Google Cloud Platform Environment Scanning
GCP environment scanning Direct link to this section
If you are an Arctic Wolf® Managed Risk customer, you can configure scanning for your Google Cloud Platform (GCP) environment configurations to improve your Cloud Security Posture Management (CSPM).
Create a service account Direct link to this section
Tip: See Creating and managing service accounts in the Google Cloud documentation for more information.
-
Sign in to the Google Cloud console.
-
Click menu, and then select IAM & admin > Service accounts to open the Service account management page.
-
Click CREATE SERVICE ACCOUNT to open the Create Service account page.
-
In the Service account details section:
- In the Service account name field, enter a name for the service account, such as
Arctic Wolf Security Audit
. - (Optional) In the Service account description field, enter a description, such as
Arctic Wolf API Access
. - Click CREATE.
- In the Service account name field, enter a name for the service account, such as
-
In the Service account permissions section:
- In the Select a role list, click Project > Viewer.
- Click CONTINUE.
-
On the Grant users access to the service account page, click DONE.
-
On the Service accounts page, open the Actions menu for the service account that you just created and select Create key.

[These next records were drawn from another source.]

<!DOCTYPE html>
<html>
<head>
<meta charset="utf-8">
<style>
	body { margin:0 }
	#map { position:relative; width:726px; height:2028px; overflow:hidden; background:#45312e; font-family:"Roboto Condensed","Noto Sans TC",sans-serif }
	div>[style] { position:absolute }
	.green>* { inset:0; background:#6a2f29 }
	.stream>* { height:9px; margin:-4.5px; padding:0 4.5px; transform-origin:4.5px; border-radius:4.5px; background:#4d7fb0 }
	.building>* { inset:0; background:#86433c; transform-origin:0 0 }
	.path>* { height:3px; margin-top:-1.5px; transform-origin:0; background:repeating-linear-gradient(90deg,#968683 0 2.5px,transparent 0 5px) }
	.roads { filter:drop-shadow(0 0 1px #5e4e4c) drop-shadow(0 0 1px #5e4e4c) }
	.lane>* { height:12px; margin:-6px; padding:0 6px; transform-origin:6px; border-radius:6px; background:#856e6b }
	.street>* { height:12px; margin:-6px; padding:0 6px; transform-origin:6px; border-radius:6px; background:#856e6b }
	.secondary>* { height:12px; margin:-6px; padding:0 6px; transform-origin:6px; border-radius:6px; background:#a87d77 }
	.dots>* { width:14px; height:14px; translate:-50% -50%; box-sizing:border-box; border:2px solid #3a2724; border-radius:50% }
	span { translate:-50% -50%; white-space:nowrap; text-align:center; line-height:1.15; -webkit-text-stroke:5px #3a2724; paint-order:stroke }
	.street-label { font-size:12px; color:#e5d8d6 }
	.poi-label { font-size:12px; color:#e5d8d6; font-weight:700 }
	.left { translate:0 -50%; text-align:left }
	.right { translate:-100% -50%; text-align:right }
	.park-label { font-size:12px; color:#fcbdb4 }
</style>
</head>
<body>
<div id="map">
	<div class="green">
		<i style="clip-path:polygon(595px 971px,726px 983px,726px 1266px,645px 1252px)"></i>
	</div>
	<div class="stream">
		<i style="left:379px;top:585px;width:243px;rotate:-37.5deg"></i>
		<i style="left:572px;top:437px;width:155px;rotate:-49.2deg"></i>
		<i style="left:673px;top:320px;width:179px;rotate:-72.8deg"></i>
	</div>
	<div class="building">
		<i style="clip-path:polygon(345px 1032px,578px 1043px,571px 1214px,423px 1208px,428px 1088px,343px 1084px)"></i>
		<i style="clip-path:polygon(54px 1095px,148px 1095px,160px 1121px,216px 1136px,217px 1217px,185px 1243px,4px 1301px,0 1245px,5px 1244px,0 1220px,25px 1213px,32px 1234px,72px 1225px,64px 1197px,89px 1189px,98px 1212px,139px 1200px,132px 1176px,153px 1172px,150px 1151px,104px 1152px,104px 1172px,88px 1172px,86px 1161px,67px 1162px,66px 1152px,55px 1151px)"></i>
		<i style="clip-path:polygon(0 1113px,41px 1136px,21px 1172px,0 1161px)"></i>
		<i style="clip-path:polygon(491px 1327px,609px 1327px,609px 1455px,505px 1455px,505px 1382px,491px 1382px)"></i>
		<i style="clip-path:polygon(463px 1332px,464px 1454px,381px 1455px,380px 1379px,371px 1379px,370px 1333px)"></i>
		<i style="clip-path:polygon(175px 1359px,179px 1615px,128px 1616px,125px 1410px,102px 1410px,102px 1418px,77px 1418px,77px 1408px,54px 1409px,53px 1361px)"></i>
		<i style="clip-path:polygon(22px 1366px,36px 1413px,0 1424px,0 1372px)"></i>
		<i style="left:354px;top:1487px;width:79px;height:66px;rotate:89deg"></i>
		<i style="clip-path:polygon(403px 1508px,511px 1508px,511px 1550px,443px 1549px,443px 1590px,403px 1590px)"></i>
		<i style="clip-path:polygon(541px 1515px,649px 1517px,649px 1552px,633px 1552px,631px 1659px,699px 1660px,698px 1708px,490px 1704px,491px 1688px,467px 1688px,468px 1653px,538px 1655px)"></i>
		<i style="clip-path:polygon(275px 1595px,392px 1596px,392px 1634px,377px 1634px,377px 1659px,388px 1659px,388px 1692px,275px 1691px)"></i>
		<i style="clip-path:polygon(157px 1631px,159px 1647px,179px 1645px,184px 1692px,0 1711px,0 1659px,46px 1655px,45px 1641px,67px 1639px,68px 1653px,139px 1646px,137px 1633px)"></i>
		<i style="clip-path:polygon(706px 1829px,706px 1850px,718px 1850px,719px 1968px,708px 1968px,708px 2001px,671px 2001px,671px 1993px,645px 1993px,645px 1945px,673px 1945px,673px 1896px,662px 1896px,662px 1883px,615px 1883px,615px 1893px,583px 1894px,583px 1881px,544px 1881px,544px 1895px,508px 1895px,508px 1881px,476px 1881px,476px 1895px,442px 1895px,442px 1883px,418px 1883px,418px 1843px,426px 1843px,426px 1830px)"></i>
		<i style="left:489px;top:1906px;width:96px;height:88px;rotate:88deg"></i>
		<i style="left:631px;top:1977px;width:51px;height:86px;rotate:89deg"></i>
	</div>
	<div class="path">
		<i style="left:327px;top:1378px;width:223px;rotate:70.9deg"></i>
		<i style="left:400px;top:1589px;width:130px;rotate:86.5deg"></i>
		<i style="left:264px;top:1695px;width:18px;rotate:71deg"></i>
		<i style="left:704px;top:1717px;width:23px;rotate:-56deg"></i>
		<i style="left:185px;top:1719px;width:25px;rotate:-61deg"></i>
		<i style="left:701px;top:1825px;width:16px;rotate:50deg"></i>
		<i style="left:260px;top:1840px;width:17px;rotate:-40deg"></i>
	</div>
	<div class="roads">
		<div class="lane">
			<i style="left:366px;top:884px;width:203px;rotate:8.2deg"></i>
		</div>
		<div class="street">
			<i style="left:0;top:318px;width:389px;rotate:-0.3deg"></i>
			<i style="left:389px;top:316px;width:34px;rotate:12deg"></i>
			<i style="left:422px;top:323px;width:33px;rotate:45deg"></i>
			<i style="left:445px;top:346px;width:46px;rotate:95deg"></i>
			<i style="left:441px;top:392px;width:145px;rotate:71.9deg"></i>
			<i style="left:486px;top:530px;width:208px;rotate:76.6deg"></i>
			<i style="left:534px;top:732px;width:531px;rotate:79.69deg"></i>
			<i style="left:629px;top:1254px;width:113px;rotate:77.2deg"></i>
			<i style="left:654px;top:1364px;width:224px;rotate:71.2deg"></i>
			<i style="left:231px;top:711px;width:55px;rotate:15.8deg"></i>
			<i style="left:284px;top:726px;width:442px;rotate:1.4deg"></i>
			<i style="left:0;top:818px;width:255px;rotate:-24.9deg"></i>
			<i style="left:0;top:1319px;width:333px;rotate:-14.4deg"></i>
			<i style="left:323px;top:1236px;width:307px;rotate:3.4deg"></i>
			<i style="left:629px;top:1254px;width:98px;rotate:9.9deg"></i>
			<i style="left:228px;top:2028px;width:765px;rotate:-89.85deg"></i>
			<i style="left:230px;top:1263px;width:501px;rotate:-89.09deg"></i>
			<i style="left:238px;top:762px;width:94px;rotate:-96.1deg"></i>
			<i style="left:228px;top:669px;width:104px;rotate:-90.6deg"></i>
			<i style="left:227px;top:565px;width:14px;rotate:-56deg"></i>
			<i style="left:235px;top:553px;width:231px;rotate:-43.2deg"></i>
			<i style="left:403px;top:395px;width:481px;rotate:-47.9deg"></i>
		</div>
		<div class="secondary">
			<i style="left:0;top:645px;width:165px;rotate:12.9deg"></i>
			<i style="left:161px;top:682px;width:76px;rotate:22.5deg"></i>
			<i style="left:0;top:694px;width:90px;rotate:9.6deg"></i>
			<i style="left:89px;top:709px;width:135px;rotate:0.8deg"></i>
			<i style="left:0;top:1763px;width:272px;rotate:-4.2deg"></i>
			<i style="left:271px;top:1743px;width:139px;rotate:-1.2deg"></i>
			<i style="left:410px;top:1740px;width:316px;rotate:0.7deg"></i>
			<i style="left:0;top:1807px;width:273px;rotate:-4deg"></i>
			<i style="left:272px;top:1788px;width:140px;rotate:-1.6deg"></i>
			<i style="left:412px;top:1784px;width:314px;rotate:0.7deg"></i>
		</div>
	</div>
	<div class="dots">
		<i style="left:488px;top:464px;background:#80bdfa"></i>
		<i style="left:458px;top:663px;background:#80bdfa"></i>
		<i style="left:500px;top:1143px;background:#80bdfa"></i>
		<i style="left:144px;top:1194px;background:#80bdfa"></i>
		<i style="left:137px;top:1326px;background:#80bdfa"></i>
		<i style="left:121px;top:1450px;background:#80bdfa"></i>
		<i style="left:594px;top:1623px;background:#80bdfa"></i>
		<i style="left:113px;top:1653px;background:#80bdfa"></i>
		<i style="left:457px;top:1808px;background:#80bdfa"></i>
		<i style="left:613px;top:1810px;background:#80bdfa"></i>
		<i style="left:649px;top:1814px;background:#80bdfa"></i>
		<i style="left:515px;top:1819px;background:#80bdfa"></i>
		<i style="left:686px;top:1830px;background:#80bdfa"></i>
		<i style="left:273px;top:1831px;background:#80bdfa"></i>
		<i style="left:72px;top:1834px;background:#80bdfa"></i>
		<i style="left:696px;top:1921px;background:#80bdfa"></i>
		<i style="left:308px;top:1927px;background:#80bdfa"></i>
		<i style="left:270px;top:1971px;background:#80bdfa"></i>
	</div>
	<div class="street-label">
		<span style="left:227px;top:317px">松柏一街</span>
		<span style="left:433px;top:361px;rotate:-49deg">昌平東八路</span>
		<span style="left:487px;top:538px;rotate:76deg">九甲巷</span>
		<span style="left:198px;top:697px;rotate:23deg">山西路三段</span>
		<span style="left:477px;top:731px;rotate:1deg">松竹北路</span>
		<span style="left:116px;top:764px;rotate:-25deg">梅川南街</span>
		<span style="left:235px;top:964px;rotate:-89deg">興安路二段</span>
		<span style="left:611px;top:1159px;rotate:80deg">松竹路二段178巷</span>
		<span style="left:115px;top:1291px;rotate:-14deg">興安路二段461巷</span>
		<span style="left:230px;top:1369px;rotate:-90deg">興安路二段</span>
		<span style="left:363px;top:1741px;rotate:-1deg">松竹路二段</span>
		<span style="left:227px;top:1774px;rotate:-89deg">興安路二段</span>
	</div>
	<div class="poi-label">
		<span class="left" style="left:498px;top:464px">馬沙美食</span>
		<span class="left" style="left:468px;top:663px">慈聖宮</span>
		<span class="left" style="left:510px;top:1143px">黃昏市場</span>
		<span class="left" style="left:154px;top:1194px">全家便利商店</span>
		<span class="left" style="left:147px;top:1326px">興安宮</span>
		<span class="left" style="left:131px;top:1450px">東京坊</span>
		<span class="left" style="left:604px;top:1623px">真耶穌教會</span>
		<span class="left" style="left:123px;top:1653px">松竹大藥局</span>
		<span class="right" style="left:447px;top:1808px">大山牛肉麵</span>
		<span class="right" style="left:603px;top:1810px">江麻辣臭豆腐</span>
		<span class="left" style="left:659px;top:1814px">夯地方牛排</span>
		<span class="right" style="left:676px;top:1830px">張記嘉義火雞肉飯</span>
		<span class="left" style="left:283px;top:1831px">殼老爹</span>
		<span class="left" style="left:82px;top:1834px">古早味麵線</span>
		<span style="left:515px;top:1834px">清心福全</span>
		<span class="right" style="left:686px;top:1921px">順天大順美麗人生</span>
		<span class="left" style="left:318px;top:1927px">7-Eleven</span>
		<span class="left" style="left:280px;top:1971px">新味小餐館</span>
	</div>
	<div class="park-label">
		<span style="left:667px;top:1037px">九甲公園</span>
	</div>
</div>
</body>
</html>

- In the dialog box, verify that JSON is the selected key type.
- Click CREATE.
This automatically downloads the service account key
.json
file onto your device.
-
Record the name of the downloaded
.json
file to provide to Arctic Wolf later. -
In the navigation bar, click the Google APIs logo to open the APIs & Services page.
-
In the search bar, type
APIs & Services
and then select that page from the results. -
Enable APIs in your project:
- In the API search box, type
Cloud DNS
as the first API to enable. - Select the indivual API entry in the search result.
- Click ENABLE to enable this API in the project.

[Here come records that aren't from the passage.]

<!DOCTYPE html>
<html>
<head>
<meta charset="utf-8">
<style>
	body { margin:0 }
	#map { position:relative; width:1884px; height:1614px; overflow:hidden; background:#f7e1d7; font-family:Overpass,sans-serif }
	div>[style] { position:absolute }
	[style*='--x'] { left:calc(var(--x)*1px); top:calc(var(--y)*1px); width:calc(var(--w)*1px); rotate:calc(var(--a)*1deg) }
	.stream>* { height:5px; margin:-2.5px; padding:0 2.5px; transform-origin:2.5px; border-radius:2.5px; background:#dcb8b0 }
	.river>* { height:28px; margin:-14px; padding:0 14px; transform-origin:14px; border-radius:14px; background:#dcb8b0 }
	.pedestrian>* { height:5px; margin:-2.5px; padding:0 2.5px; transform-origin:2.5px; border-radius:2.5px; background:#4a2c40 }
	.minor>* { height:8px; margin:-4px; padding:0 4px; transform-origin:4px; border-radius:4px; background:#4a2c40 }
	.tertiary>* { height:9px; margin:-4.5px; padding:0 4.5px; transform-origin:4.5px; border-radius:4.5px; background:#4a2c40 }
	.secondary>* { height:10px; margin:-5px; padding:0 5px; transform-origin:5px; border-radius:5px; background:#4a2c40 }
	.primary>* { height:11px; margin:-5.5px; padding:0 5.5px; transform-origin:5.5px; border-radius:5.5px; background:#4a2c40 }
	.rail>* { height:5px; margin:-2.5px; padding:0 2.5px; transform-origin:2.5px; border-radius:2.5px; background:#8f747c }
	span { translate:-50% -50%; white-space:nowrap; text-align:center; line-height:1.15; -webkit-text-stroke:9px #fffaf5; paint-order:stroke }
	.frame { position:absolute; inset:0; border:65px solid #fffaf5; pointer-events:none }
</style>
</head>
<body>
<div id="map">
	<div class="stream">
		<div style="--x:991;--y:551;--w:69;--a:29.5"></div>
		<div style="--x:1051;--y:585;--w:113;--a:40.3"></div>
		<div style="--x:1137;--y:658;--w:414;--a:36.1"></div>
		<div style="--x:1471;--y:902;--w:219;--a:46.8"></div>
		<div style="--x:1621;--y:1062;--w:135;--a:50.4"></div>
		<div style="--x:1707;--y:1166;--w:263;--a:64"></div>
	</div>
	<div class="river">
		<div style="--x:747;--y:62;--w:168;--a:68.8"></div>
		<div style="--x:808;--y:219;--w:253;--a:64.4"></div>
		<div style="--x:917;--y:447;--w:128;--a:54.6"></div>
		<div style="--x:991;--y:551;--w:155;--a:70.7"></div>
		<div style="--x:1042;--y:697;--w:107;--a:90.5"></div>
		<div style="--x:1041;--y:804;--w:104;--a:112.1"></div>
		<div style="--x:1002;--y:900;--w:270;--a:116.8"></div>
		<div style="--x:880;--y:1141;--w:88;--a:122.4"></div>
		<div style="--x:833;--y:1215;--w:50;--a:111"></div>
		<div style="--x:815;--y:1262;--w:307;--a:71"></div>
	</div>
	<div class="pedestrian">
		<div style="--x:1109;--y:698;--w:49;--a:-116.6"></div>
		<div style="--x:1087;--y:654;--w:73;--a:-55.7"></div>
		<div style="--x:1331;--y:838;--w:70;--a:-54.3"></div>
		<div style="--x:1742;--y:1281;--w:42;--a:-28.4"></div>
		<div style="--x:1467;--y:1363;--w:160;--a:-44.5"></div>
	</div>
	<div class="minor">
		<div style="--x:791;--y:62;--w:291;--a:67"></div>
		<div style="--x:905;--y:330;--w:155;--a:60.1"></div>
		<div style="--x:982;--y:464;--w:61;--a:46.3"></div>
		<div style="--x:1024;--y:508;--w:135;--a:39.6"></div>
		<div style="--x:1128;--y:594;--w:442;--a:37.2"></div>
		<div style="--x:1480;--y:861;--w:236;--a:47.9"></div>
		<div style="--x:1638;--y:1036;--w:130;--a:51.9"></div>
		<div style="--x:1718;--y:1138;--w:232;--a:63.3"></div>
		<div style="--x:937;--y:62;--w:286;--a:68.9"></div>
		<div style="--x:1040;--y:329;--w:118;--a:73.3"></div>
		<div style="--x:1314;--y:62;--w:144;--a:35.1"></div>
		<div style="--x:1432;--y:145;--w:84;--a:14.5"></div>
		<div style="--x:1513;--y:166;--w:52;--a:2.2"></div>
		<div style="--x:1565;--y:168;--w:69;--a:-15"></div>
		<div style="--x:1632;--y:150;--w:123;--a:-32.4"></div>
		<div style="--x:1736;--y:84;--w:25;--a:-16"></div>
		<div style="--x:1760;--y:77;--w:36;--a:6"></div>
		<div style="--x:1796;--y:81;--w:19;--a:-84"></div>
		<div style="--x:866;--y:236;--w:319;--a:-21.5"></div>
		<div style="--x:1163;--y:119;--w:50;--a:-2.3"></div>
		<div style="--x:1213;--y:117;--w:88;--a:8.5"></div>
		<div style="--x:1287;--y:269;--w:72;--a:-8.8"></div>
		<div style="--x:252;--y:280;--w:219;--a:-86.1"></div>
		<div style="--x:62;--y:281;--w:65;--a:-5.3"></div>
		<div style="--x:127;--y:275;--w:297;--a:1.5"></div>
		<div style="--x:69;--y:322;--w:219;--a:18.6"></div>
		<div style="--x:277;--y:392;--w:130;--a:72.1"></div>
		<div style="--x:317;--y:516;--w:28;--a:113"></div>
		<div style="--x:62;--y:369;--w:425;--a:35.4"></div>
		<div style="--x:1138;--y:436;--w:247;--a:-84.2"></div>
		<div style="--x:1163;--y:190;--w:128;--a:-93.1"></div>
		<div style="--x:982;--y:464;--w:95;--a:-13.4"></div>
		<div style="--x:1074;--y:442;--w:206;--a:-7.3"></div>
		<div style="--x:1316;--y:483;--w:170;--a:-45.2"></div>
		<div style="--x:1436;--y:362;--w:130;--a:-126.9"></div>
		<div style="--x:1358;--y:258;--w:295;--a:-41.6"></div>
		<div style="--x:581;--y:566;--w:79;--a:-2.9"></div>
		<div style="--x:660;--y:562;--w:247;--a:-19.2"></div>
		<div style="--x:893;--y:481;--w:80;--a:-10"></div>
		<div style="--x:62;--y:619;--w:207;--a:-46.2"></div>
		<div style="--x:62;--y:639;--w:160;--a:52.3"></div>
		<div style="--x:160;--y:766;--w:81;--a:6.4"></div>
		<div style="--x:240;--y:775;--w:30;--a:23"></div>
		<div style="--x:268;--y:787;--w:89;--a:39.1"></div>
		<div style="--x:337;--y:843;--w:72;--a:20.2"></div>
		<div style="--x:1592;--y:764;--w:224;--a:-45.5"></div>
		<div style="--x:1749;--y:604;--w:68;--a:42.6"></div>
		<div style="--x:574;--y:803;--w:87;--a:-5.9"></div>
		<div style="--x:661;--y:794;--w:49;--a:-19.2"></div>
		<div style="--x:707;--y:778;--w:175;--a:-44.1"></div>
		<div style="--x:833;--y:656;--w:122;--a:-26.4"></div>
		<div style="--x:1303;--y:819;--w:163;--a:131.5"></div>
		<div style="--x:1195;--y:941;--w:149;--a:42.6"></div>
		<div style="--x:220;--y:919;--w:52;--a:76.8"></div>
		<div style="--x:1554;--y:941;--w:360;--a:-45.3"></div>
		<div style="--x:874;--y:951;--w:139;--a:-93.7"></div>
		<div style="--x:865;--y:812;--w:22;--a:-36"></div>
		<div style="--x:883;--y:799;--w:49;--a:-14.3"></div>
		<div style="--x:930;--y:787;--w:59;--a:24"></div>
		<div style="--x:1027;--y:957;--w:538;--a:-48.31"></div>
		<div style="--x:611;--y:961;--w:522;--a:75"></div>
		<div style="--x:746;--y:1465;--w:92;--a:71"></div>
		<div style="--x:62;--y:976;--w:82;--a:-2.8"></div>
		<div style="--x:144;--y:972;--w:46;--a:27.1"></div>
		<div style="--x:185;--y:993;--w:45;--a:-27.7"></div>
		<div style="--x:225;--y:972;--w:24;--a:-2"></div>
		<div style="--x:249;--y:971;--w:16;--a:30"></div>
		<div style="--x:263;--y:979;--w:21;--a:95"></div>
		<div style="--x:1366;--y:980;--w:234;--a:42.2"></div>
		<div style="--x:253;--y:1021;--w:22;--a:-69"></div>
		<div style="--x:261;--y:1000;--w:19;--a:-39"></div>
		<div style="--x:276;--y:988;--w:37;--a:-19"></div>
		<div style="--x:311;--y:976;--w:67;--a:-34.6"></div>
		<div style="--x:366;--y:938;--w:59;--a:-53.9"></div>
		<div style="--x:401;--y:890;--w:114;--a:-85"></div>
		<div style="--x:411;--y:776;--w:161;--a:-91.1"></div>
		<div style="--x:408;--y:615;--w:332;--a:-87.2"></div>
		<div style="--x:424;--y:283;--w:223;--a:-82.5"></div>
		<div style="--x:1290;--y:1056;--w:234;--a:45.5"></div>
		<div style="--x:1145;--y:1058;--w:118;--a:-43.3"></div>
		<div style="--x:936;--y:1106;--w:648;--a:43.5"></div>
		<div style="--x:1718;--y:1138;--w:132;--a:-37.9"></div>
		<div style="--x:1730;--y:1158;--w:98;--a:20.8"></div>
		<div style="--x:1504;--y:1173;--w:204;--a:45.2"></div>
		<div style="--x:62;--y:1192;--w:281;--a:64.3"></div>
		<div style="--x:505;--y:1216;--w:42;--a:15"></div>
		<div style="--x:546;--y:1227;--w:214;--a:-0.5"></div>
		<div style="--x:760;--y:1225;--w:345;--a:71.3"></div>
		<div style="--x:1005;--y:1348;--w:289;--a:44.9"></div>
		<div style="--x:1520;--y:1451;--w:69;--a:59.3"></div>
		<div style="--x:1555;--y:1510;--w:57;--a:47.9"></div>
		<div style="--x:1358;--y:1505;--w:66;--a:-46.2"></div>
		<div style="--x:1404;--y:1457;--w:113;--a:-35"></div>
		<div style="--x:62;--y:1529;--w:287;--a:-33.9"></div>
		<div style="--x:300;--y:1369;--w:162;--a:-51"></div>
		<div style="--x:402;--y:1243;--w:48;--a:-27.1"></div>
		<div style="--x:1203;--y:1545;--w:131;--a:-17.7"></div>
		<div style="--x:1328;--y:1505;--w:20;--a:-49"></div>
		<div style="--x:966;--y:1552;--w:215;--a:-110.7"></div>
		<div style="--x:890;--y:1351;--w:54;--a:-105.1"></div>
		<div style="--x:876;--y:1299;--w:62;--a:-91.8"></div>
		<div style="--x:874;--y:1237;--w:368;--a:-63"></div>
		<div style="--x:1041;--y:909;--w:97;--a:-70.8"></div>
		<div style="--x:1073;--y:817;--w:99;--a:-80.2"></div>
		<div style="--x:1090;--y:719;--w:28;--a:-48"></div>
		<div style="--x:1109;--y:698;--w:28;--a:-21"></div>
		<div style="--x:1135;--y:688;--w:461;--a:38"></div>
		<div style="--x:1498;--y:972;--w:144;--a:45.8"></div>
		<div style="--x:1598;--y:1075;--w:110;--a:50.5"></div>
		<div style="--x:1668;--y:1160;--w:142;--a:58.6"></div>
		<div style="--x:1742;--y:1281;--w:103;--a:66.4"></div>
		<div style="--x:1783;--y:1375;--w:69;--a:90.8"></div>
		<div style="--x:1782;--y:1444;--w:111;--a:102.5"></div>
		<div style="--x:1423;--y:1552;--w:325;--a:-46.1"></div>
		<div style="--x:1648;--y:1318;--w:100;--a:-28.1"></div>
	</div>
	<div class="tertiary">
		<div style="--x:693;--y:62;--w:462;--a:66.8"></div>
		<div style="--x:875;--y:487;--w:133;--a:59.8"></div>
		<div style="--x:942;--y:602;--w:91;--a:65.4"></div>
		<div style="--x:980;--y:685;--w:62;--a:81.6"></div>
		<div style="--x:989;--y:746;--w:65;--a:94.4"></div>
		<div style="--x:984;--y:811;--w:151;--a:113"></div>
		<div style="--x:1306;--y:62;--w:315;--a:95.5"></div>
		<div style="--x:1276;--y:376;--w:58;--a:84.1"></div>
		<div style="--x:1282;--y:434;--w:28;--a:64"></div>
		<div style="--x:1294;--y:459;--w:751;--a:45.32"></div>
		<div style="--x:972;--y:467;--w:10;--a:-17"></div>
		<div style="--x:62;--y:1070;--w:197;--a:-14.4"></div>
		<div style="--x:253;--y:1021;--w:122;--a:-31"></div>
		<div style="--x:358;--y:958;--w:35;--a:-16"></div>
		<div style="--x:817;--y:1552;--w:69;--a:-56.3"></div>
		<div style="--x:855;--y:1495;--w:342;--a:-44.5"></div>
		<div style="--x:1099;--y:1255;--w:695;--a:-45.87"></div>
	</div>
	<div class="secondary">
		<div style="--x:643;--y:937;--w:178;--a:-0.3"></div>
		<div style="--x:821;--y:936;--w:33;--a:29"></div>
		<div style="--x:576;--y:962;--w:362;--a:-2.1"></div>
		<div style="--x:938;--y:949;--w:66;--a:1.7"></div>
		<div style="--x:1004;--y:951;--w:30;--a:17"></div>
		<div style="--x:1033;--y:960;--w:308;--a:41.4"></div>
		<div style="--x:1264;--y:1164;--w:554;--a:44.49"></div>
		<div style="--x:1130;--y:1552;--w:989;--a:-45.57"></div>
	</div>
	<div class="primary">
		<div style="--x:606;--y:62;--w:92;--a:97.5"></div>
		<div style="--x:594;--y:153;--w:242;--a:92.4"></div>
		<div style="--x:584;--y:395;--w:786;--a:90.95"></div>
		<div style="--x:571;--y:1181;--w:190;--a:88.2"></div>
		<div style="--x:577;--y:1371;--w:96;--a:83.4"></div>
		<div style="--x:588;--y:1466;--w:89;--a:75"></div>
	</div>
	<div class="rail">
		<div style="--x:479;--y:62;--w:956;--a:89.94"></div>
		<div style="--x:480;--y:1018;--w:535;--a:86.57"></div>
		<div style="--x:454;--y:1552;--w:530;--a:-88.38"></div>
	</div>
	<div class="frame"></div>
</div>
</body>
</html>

- Repeat these steps for each API below:
- Stackdriver Monitoring
- Cloud Logging
- Compute Engine
- Cloud Key Management
- Cloud SQL Admin
- Kubernetes Engine
- Service Management
- Service Networking
- In the API search box, type
-
Proceed to Provide credentials to Arctic Wolf.
Provide credentials to Arctic Wolf Direct link to this section
-
Sign in to the Arctic Wolf Portal.
-
Select Connected Accounts in the banner menu to open the Connected Accounts page.
-
Select +Add Account to open the Add Account form.
-
Select Cloud Security Posture Management as the Account Type.
-
Select Google Cloud, and then fill in the form:
- Account Name — Enter a unique name for this cloud account.
- Project ID — Open the
.json
file that you downloaded as part of Create a service account, copy theproject_id
value, and paste it into the Portal form. - Upload the
.json
file.
-
Select Submit to CST.
-
When prompted with the confirmation message, review your submission, and then select Done. You are returned to the Connected Accounts page.
-
Verify that the newly-submitted credential entry appears in the cloud services list with the status Connection Pending.
After your Concierge Security® Team adds this account to your scan configuration, the status of your credentials changes to Connected.